* _TASK TO CARRY OUT_
Line by line, output the material without altering anything.

* _GIVEN INFORMATION_
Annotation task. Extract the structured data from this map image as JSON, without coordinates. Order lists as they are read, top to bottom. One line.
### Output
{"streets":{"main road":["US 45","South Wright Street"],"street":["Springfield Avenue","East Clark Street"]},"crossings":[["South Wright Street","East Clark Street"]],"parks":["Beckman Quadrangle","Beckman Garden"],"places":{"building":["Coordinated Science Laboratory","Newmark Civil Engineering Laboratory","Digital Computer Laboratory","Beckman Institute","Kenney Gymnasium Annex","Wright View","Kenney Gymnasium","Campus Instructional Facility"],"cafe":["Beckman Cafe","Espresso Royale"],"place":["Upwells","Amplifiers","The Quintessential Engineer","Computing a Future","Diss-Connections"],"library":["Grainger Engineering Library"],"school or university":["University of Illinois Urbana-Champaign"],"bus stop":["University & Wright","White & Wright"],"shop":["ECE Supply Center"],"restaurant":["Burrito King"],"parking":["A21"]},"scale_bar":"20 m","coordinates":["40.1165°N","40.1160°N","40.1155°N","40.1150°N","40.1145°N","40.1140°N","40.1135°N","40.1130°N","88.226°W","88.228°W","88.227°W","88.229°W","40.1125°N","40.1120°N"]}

* _EXERCISE RESPONSE_
Annotation task. Extract the structured data from this map image as JSON, without coordinates. Order lists as they are read, top to bottom. One line.
### Output
{"streets":{"main road":["US 45","South Wright Street"],"street":["Springfield Avenue","East Clark Street"]},"crossings":[["South Wright Street","East Clark Street"]],"parks":["Beckman Quadrangle","Beckman Garden"],"places":{"building":["Coordinated Science Laboratory","Newmark Civil Engineering Laboratory","Digital Computer Laboratory","Beckman Institute","Kenney Gymnasium Annex","Wright View","Kenney Gymnasium","Campus Instructional Facility"],"cafe":["Beckman Cafe","Espresso Royale"],"place":["Upwells","Amplifiers","The Quintessential Engineer","Computing a Future","Diss-Connections"],"library":["Grainger Engineering Library"],"school or university":["University of Illinois Urbana-Champaign"],"bus stop":["University & Wright","White & Wright"],"shop":["ECE Supply Center"],"restaurant":["Burrito King"],"parking":["A21"]},"scale_bar":"20 m","coordinates":["40.1165°N","40.1160°N","40.1155°N","40.1150°N","40.1145°N","40.1140°N","40.1135°N","40.1130°N","88.226°W","88.228°W","88.227°W","88.229°W","40.1125°N","40.1120°N"]}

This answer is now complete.